Brain Droppings

From the mind of Chris Weibel


BOSH Director Time Drift

18 Jan 2017

map

Photo by Steve Smith on Unsplash

Earlier today I was greeted with this message while performing a BOSH deployment for SHIELD:

Error 100: Unknown CPI error ‘Unknown’ with message ‘AWS was not able to validate the provided access credentials’

I double checked the AWS Access and Secret permissions. I even deployed from my laptop a test deployment with the same keys with no issue. So the problem was not with the keys.

After digging around I found this article which pointed me to check the time on the BOSH Director. Why? The BOSH AWS CPI is using the AWS CLI to perform actions which leverage a token which is time sensitive.
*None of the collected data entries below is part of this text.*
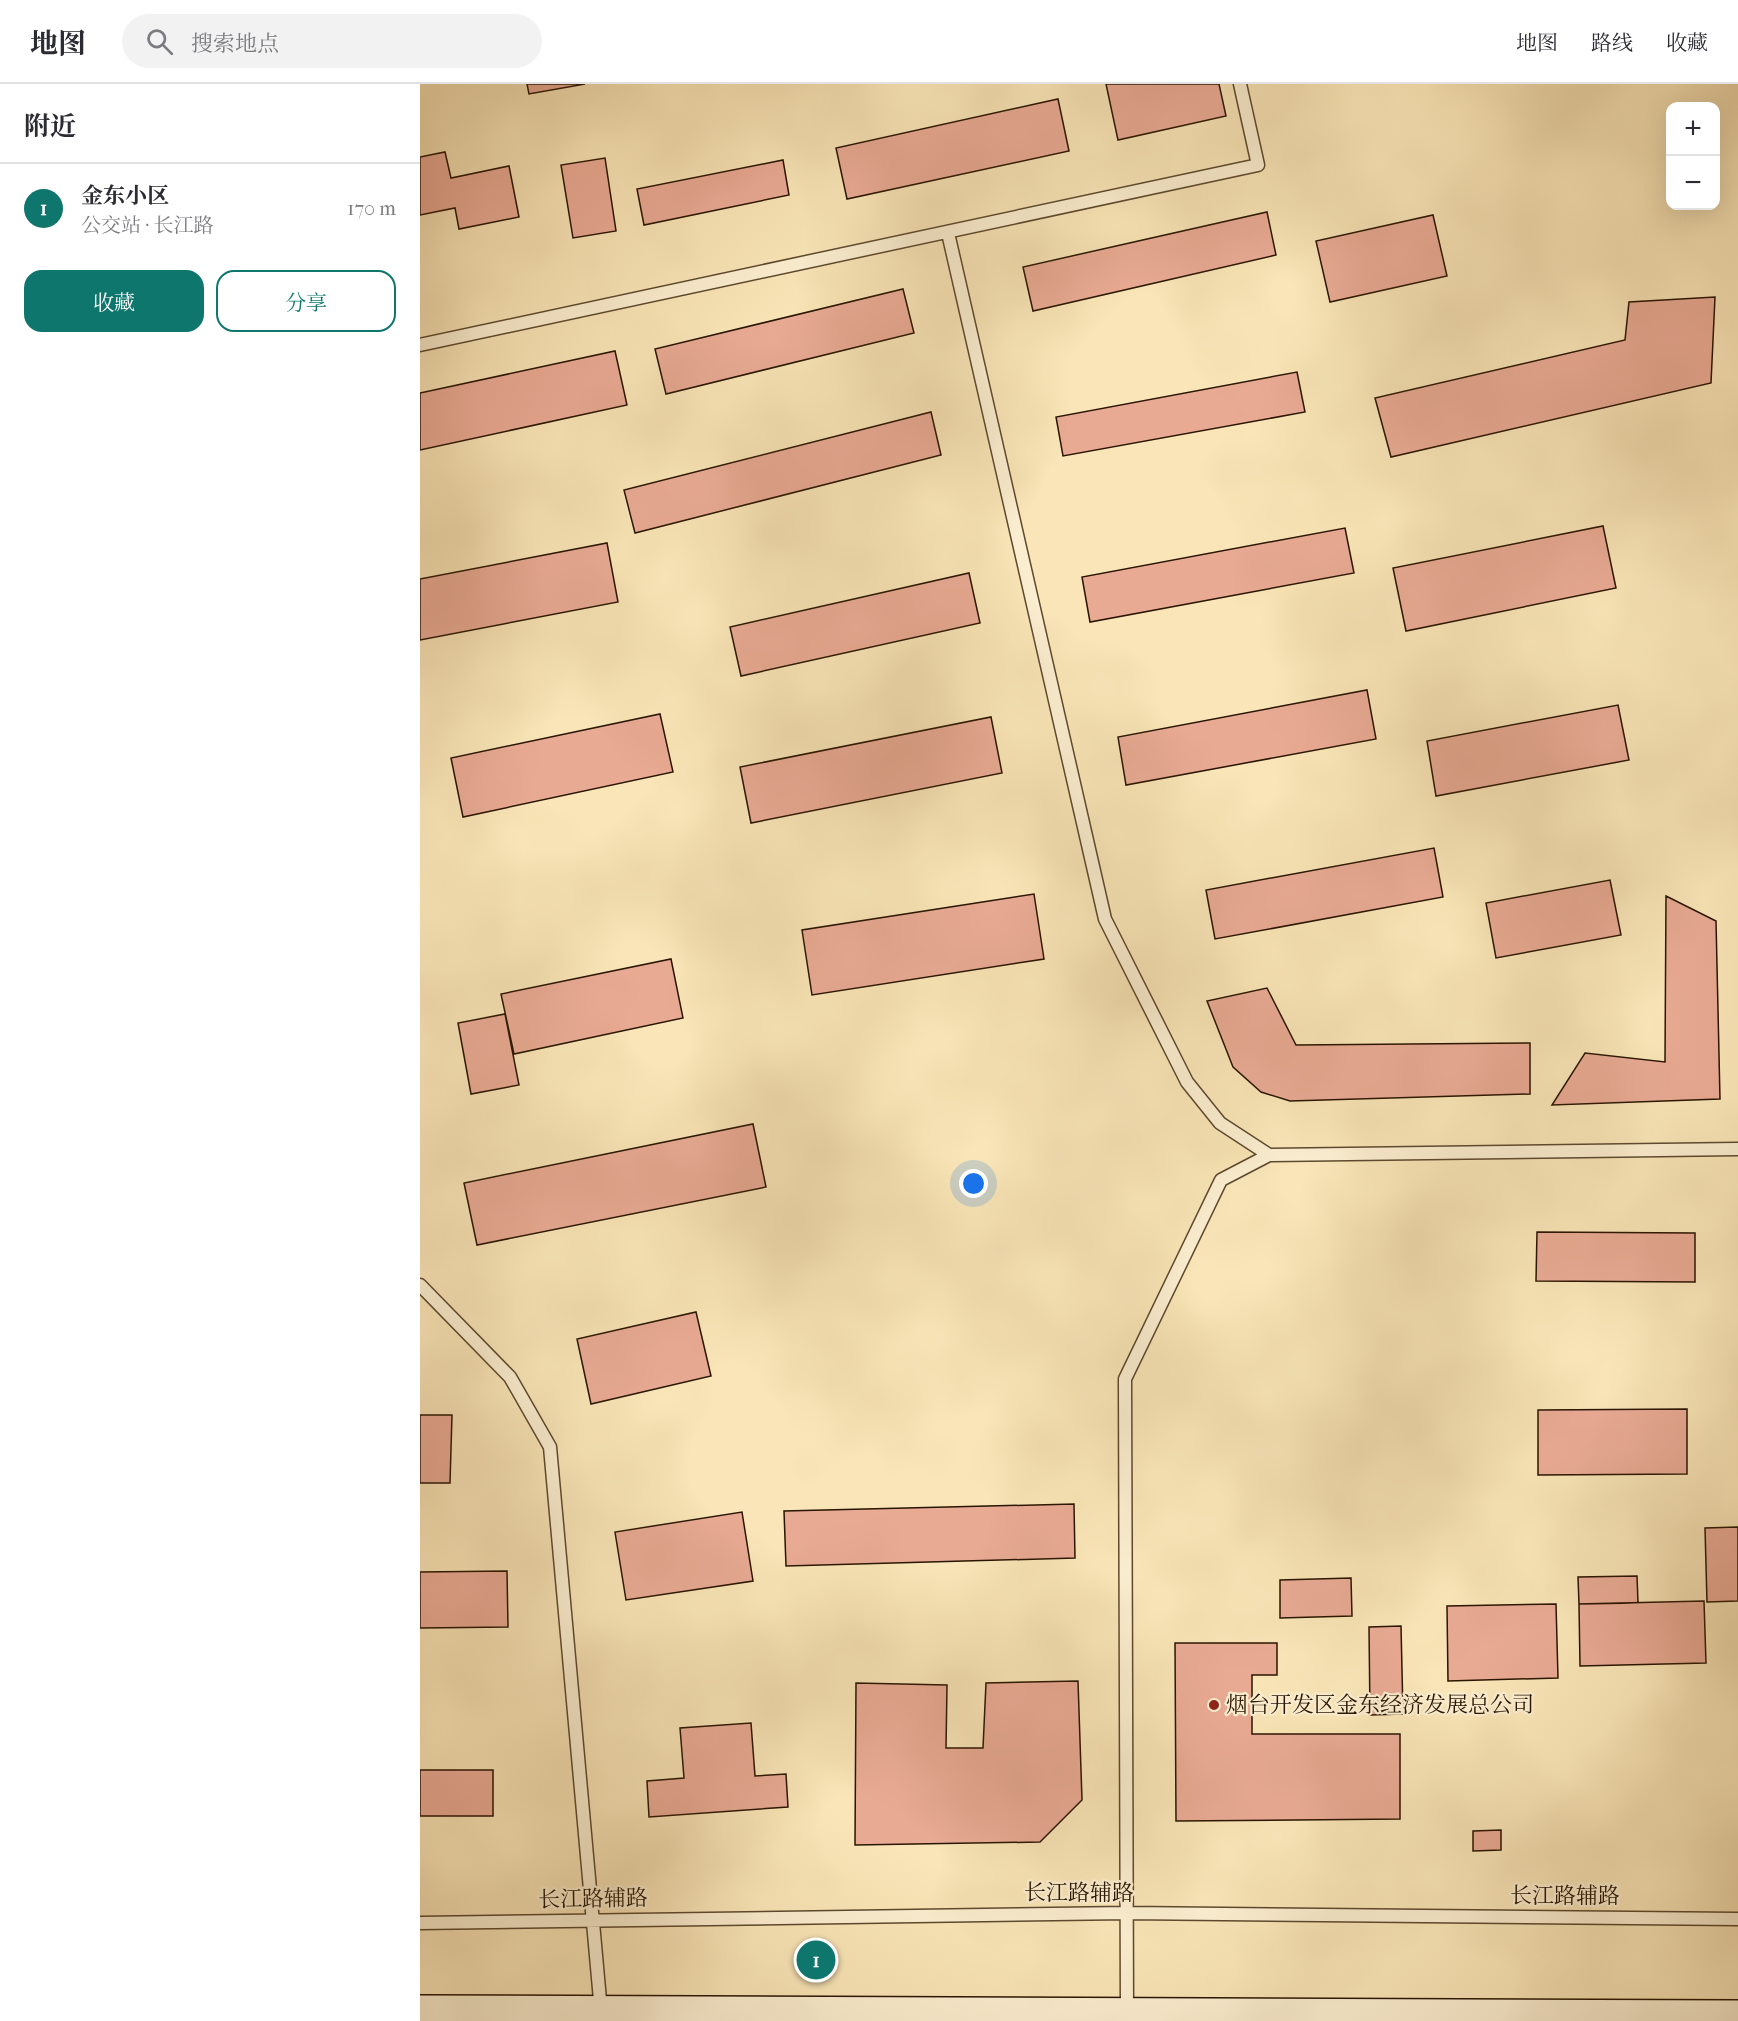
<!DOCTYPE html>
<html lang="zh">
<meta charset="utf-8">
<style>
:root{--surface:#fff;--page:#f2f2f3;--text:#2b2b33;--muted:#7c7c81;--line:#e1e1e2;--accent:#0f766e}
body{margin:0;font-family:"IM FELL French Canon","Noto Serif SC",serif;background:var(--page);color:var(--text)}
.controls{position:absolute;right:18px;top:18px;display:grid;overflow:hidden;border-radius:12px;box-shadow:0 6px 24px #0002}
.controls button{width:54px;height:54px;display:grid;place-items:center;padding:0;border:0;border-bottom:2px solid var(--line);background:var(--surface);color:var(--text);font:30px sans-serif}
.you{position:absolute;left:554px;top:1100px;width:21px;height:21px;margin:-15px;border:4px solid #fff;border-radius:50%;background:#1a73e8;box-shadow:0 0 0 9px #1a73e833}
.badge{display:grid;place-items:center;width:39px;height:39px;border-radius:50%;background:var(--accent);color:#fff;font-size:20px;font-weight:700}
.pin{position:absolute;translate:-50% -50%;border:3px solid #fff;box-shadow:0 2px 6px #0006}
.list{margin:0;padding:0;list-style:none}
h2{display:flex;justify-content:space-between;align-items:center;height:78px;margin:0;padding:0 24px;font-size:26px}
h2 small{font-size:20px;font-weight:400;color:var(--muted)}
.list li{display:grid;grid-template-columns:39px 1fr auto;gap:18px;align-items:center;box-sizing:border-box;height:90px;padding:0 24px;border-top:2px solid var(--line)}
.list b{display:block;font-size:22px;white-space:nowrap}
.list p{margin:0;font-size:20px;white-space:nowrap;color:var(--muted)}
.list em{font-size:20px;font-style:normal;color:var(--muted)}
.actions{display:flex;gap:12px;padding:18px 24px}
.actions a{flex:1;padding:14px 0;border:2px solid var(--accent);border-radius:18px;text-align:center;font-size:21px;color:var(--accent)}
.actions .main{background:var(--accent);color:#fff}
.icon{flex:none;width:33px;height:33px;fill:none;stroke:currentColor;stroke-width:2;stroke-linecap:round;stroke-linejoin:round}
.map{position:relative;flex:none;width:1318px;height:1937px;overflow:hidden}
header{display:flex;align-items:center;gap:36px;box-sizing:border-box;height:84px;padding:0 30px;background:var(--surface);border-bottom:2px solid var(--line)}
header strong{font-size:28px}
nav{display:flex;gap:33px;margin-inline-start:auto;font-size:21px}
.search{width:420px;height:54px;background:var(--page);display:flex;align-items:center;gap:15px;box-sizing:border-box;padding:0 21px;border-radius:33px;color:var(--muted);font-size:22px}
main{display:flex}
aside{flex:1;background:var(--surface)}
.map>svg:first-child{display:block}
</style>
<header>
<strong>地图</strong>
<div class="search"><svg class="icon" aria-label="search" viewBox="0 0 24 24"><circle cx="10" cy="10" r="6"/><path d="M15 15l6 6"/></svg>搜索地点</div>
<nav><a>地图</a><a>路线</a><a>收藏</a></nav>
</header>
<main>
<aside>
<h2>附近<small></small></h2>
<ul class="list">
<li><span class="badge">1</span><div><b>金东小区</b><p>公交站 · 长江路</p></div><em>170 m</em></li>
</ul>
<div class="actions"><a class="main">收藏</a><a>分享</a></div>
</aside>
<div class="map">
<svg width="1318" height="1937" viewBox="0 0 1318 1937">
<rect width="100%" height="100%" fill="#f9e5b7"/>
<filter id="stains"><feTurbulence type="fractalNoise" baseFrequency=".00333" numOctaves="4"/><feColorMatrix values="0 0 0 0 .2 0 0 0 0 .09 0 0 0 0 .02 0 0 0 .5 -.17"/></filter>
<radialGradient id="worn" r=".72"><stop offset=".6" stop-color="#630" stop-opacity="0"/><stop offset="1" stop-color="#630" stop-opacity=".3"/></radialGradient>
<path fill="#e9aa94" stroke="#291500" stroke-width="1.5" d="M 107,0 L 165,0 L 109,10 Z
M 686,0 L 799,0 L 806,32 L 698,56 Z
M 638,15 L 649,67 L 427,115 L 416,64 Z
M 25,68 L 31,94 L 89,82 L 99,133 L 39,145 L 35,124 L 0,131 L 0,73 Z
M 185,74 L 196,147 L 153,154 L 141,81 Z
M 363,76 L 369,111 L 224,141 L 217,105 Z
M 847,128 L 856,171 L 613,227 L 603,183 Z
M 1013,131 L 1027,192 L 910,218 L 896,157 Z
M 483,205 L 494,249 L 246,310 L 235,265 Z
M 1295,213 L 1291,299 L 971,373 L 955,314 L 1205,256 L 1209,218 Z
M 195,267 L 207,321 L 0,366 L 0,309 Z
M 877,288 L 885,328 L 643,372 L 636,333 Z
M 511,328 L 521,371 L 215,449 L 204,406 Z
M 1183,442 L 1196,504 L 986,547 L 973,484 Z
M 925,444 L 934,489 L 670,538 L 662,493 Z
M 187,459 L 198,518 L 0,556 L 0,495 Z
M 549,489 L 560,539 L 321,592 L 310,543 Z
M 947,606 L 956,655 L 706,701 L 698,653 Z
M 1198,621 L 1209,676 L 1016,712 L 1007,657 Z
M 240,630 L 253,688 L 43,733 L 31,674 Z
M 571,633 L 582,689 L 331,739 L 320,683 Z
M 1014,764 L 1023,813 L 795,855 L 786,806 Z
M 1190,796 L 1201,851 L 1076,874 L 1066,819 Z
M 614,810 L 624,875 L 392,911 L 382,846 Z
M 1246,812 L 1296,837 L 1300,1015 L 1132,1021 L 1165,969 L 1245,978 Z
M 251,875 L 263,934 L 94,970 L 81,910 Z
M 847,904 L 876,961 L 1110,959 L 1110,1010 L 870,1017 L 841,1008 L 813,983 L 787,917 Z
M 85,930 L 99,1001 L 51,1010 L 38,939 Z
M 333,1040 L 346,1103 L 57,1161 L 44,1099 Z
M 1117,1148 L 1275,1149 L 1275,1198 L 1116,1197 Z
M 276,1228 L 291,1292 L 171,1320 L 157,1255 Z
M 1267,1325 L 1267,1390 L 1118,1391 L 1118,1326 Z
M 0,1331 L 32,1331 L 30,1399 L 0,1399 Z
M 654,1420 L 655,1474 L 366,1482 L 364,1427 Z
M 322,1428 L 333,1497 L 206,1516 L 195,1448 Z
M 1318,1443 L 1318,1517 L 1287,1518 L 1285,1444 Z
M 87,1487 L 88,1543 L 0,1544 L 0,1488 Z
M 1217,1492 L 1218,1519 L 1159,1520 L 1158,1493 Z
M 931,1494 L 932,1532 L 860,1534 L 860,1496 Z
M 1284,1517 L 1286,1579 L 1160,1582 L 1159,1520 Z
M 1136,1520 L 1138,1594 L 1028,1597 L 1027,1522 Z
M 981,1542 L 983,1630 L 950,1631 L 949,1543 Z
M 755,1559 L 857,1559 L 857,1591 L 832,1591 L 832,1650 L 980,1650 L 980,1735 L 756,1737 Z
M 658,1597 L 662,1716 L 620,1758 L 435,1761 L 436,1599 L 527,1601 L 526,1664 L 563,1664 L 566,1599 Z
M 331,1639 L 335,1692 L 366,1690 L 368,1723 L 229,1733 L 227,1697 L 264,1694 L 260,1644 Z
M 0,1686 L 73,1686 L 73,1732 L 0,1732 Z
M 1081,1746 L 1081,1766 L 1053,1767 L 1053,1747 Z"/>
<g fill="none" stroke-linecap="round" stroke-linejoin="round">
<g stroke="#5d492e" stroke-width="15">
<path id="lane" d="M 528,149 L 685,835 L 767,998 L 800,1039 L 849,1071 L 1318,1065
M 0,261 L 838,81 L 820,0
M 0,1201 L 90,1293 L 130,1363 L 181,1927
M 0,1839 L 707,1829 L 1318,1835
M 707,1930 L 705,1295 L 801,1096 L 849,1071"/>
</g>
<g stroke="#291500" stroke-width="36">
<path id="secondary" d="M 0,1928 L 1318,1933"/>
</g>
<use href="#lane" stroke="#fbeed0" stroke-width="12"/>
<use href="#secondary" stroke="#fbeed0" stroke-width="33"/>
</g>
<circle fill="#8f2418" stroke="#fbeed0" stroke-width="2" cx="794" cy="1621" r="6"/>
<g text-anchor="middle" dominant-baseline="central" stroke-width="4.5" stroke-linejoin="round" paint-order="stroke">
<g font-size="22" fill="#291500" stroke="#fbeed0" text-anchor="start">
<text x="806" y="1621">烟台开发区金东经济发展总公司</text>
</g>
<g font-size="22" fill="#291500" stroke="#fbeed0">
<text x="659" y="1809">长江路辅路</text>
<text x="1145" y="1812">长江路辅路</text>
<text transform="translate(173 1815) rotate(-1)">长江路辅路</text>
</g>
</g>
<rect width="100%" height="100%" filter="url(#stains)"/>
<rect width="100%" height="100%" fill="url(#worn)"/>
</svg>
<div class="controls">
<button>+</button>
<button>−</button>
</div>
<div class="you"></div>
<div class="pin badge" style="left:396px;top:1876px">1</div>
</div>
</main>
To verify compare the time at Google to the local server:

root:~# date
Wed Jan 18 15:30:50 UTC 2017

root@:~# sudo date -s "$(wget -qSO- --max-redirect=0 google.com 2>&1 | grep Date: | cut -d' ' -f5-8)Z"
Wed Jan 18 15:27:50 UTC 2017

The BOSH Director was living 3 minutes in the future. A quick resetting of the clock:

sudo date --set="2017-01-18 15:30:00.000" 

Running bosh deploy again ran successfully after the change.

The long term solution is to figure out why NTP didn’t keep the date in sync. By default there is a cron job for root which is supposed to update ntp every 15 minutes:

root:~ crontab -l
0,15,30,45 * * * * /var/vcap/bosh/bin/ntpdate
0 0 * * * /var/vcap/jobs/director/bin/task_logrotate >>/var/vcap/sys/log/director/task_logrotate.log 2>&1

I’ll update this post once I figure out what the issue is with the two defined NTP servers.